BEGIN

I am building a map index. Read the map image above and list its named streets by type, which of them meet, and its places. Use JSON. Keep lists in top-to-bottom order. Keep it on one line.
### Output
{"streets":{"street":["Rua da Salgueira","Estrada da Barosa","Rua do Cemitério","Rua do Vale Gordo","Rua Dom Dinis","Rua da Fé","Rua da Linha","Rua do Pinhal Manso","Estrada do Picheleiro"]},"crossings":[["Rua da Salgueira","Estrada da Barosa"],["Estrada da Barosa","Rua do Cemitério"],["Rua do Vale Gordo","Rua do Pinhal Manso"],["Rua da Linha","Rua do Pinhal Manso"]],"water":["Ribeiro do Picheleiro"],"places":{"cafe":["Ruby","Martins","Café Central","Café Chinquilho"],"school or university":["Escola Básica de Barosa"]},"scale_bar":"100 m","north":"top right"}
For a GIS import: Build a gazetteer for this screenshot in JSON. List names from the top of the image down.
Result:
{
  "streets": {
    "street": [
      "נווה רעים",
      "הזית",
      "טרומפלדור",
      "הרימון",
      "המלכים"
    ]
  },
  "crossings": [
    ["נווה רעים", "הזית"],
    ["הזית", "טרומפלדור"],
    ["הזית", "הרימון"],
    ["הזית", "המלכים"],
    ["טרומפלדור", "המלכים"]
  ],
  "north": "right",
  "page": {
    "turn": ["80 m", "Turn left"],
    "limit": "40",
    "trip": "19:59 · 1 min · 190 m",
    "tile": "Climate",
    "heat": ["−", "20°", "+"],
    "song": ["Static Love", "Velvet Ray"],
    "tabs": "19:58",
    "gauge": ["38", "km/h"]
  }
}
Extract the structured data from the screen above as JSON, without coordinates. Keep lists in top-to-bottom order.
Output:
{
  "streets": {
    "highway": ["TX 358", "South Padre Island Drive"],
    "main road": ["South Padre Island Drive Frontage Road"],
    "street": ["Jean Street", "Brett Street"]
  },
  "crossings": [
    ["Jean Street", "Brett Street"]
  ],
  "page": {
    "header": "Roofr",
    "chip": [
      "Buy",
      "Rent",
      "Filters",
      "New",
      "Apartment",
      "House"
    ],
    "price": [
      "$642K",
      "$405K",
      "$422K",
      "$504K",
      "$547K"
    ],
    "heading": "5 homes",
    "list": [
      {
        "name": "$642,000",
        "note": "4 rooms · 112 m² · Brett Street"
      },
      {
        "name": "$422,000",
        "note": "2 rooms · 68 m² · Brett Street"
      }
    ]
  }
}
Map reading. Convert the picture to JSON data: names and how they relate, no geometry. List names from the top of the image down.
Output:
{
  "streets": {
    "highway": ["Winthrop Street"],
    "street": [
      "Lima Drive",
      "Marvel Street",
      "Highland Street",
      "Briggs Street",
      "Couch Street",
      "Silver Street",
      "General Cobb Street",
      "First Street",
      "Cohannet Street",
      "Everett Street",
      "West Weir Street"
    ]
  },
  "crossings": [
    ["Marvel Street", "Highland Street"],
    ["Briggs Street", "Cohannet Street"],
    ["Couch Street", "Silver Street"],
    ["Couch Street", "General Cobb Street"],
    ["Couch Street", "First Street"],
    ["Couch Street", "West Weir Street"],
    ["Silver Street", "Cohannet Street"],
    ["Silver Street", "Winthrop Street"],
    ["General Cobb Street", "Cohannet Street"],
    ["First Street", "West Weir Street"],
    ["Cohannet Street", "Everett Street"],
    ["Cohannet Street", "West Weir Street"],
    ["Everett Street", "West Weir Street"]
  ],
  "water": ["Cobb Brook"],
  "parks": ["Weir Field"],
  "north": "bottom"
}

END

• Work request
From the first line to the last, copy the records exactly as they appear above.

• Finished exercise
I am building a map index. Read the map image above and list its named streets by type, which of them meet, and its places. Use JSON. Keep lists in top-to-bottom order. Keep it on one line.
### Output
{"streets":{"street":["Rua da Salgueira","Estrada da Barosa","Rua do Cemitério","Rua do Vale Gordo","Rua Dom Dinis","Rua da Fé","Rua da Linha","Rua do Pinhal Manso","Estrada do Picheleiro"]},"crossings":[["Rua da Salgueira","Estrada da Barosa"],["Estrada da Barosa","Rua do Cemitério"],["Rua do Vale Gordo","Rua do Pinhal Manso"],["Rua da Linha","Rua do Pinhal Manso"]],"water":["Ribeiro do Picheleiro"],"places":{"cafe":["Ruby","Martins","Café Central","Café Chinquilho"],"school or university":["Escola Básica de Barosa"]},"scale_bar":"100 m","north":"top right"}
For a GIS import: Build a gazetteer for this screenshot in JSON. List names from the top of the image down.
Result:
{
  "streets": {
    "street": [
      "נווה רעים",
      "הזית",
      "טרומפלדור",
      "הרימון",
      "המלכים"
    ]
  },
  "crossings": [
    ["נווה רעים", "הזית"],
    ["הזית", "טרומפלדור"],
    ["הזית", "הרימון"],
    ["הזית", "המלכים"],
    ["טרומפלדור", "המלכים"]
  ],
  "north": "right",
  "page": {
    "turn": ["80 m", "Turn left"],
    "limit": "40",
    "trip": "19:59 · 1 min · 190 m",
    "tile": "Climate",
    "heat": ["−", "20°", "+"],
    "song": ["Static Love", "Velvet Ray"],
    "tabs": "19:58",
    "gauge": ["38", "km/h"]
  }
}
Extract the structured data from the screen above as JSON, without coordinates. Keep lists in top-to-bottom order.
Output:
{
  "streets": {
    "highway": ["TX 358", "South Padre Island Drive"],
    "main road": ["South Padre Island Drive Frontage Road"],
    "street": ["Jean Street", "Brett Street"]
  },
  "crossings": [
    ["Jean Street", "Brett Street"]
  ],
  "page": {
    "header": "Roofr",
    "chip": [
      "Buy",
      "Rent",
      "Filters",
      "New",
      "Apartment",
      "House"
    ],
    "price": [
      "$642K",
      "$405K",
      "$422K",
      "$504K",
      "$547K"
    ],
    "heading": "5 homes",
    "list": [
      {
        "name": "$642,000",
        "note": "4 rooms · 112 m² · Brett Street"
      },
      {
        "name": "$422,000",
        "note": "2 rooms · 68 m² · Brett Street"
      }
    ]
  }
}
Map reading. Convert the picture to JSON data: names and how they relate, no geometry. List names from the top of the image down.
Output:
{
  "streets": {
    "highway": ["Winthrop Street"],
    "street": [
      "Lima Drive",
      "Marvel Street",
      "Highland Street",
      "Briggs Street",
      "Couch Street",
      "Silver Street",
      "General Cobb Street",
      "First Street",
      "Cohannet Street",
      "Everett Street",
      "West Weir Street"
    ]
  },
  "crossings": [
    ["Marvel Street", "Highland Street"],
    ["Briggs Street", "Cohannet Street"],
    ["Couch Street", "Silver Street"],
    ["Couch Street", "General Cobb Street"],
    ["Couch Street", "First Street"],
    ["Couch Street", "West Weir Street"],
    ["Silver Street", "Cohannet Street"],
    ["Silver Street", "Winthrop Street"],
    ["General Cobb Street", "Cohannet Street"],
    ["First Street", "West Weir Street"],
    ["Cohannet Street", "Everett Street"],
    ["Cohannet Street", "West Weir Street"],
    ["Everett Street", "West Weir Street"]
  ],
  "water": ["Cobb Brook"],
  "parks": ["Weir Field"],
  "north": "bottom"
}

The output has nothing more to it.